A rare syndrome that was first described in 2020 affects more than 15,000 adults ages 50 and older, according to an estimate published on Tuesday in JAMA Network.
The disorder, vacuoles, E1-ubiquitin-activating enzyme, X-linked, autoinflammatory, somatic (VEXAS) syndrome, was a mystery illness until its genetic basis was identified less than three years ago.
Before the adoption of the genotype-driven approach, physicians thought people with VEXAS had unrelated adult-onset inflammatory syndromes because the condition causes a range of symptoms. Patients with the syndrome develop inflammatory symptoms including skin rashes, cough, and joint pain.
While the syndromes were seemingly unrelated, a paper published late in 2020 showed that all of the conditions are caused by mutations in the UBA1 gene located in the X chromosome. The discovery has spurred research to understand the incidence of VEXAS and identify effective therapeutic strategies.
A team at NYU Grossman School of Medicine shared their contribution to the effort on Tuesday. The researchers analyzed the electronic health records of 163,096 mostly white people in Pennsylvania who agreed to have their blood DNA screened for signs of genetic disease.
Analysis of the blood samples from the Geisinger MyCode Community Health Initiative, a program that has collected data for more than 25 years, identified 12 people with the UBA1 mutation, all of whom had symptoms of VEXAS. Extrapolating from the dataset, the researchers calculated that VEXAS may affect one in every 4,269 men ages 50 and older in the U.S., a frequency that suggests 13,200 people may have the condition. The syndrome is rarer in women. Around 2,300 women in the U.S. are thought to have VEXAS.
Dr. David Beck, the lead investigator on the study and an assistant professor at NYU Langone Health, explained the importance of the findings for the care of adult-onset inflammatory syndromes in a statement.

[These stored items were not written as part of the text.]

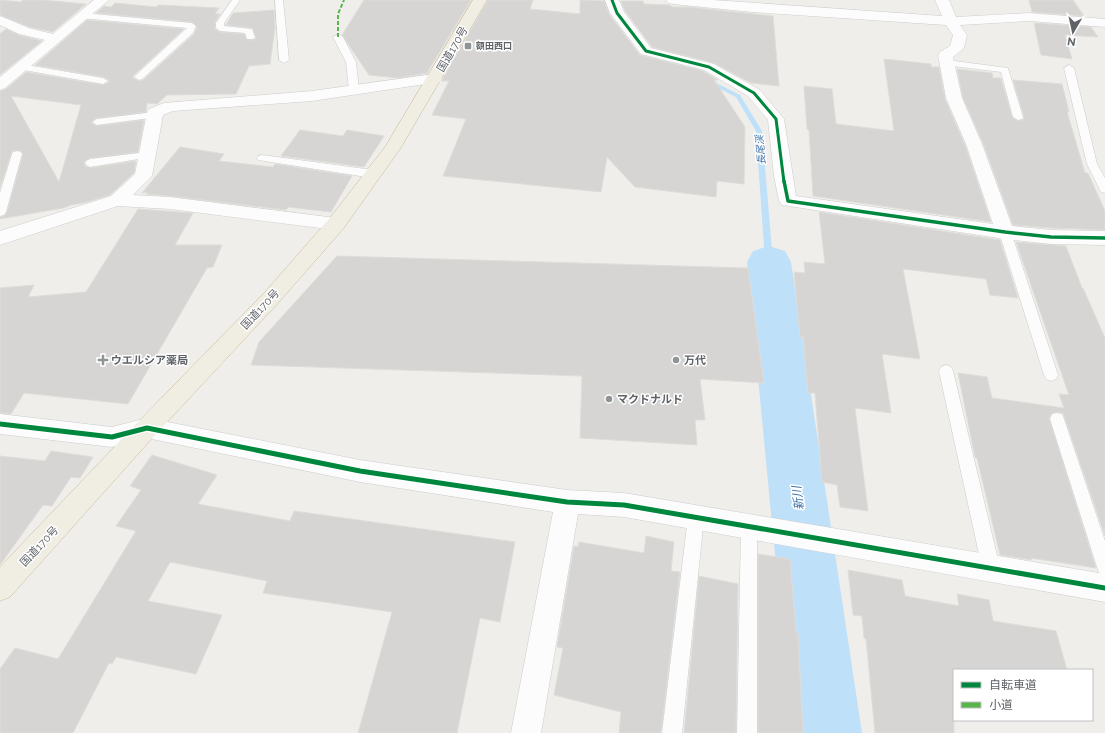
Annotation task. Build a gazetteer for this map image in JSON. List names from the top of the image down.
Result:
{
  "streets": {
    "highway": ["国道170号"]
  },
  "water": ["長尾渓", "新川"],
  "places": {
    "transit": ["額田西口"],
    "health": ["ウエルシア薬局"],
    "other": ["万代", "マクドナルド"]
  },
  "legend": ["自転車道", "小道"],
  "north": "bottom"
}
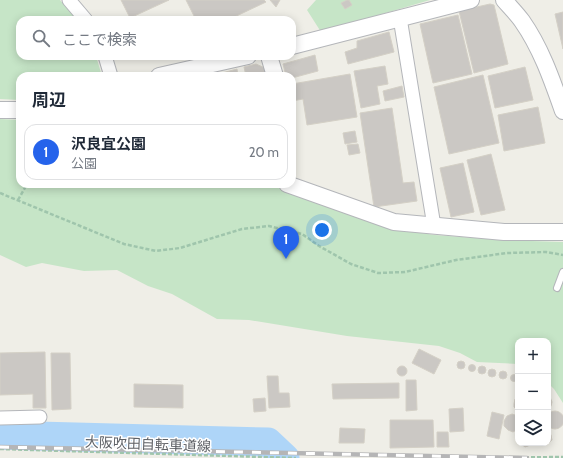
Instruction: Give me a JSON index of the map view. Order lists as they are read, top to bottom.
{
  "streets": {
    "path": ["大阪吹田自転車道線"]
  },
  "page": {
    "search": "ここで検索",
    "heading": "周辺",
    "list": [
      {
        "mark": "1",
        "name": "沢良宜公園",
        "note": "公園",
        "value": "20 m"
      }
    ],
    "pins": "1",
    "map_buttons": ["+", "−"]
  }
}
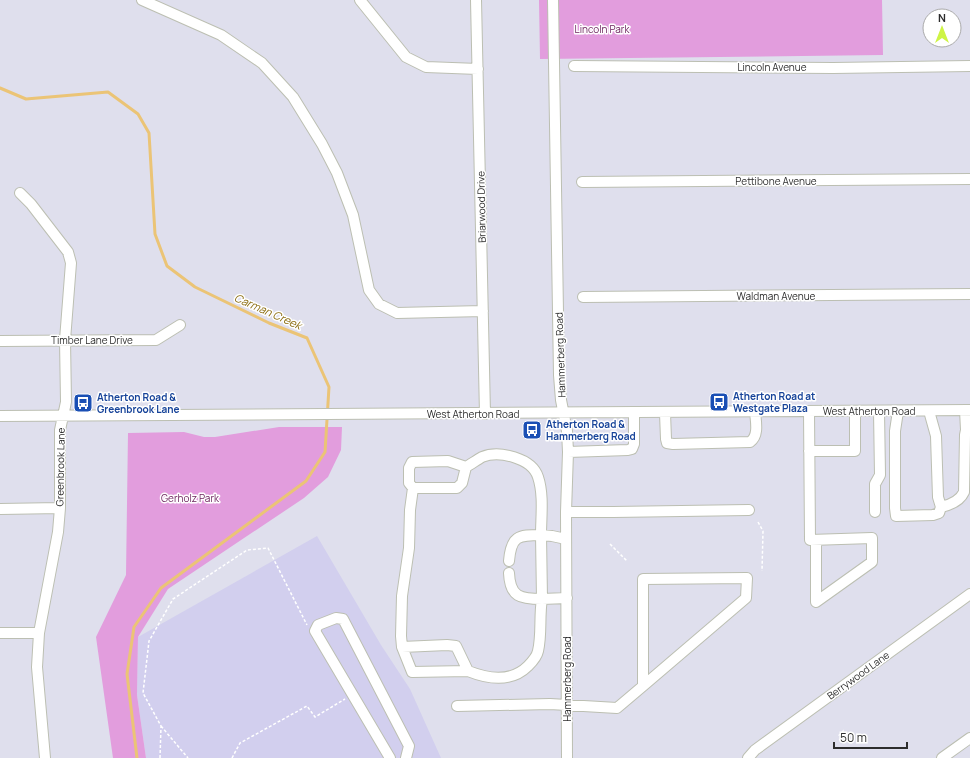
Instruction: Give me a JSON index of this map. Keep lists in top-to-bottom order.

“Now that we know VEXAS syndrome is more common than many other types of rheumatologic conditions, physicians need to add this condition to their list of potential diagnoses when confronted by patients with persistent and unexplained inflammation and low blood cell counts, or anemia,” he said.
Diversity is one limitation of the dataset as almost all of the participants who agreed to have their blood DNA tested were white. Beck and his collaborators now plan to analyze more diverse patient populations, particularly those with higher rates of rheumatologic and blood disease.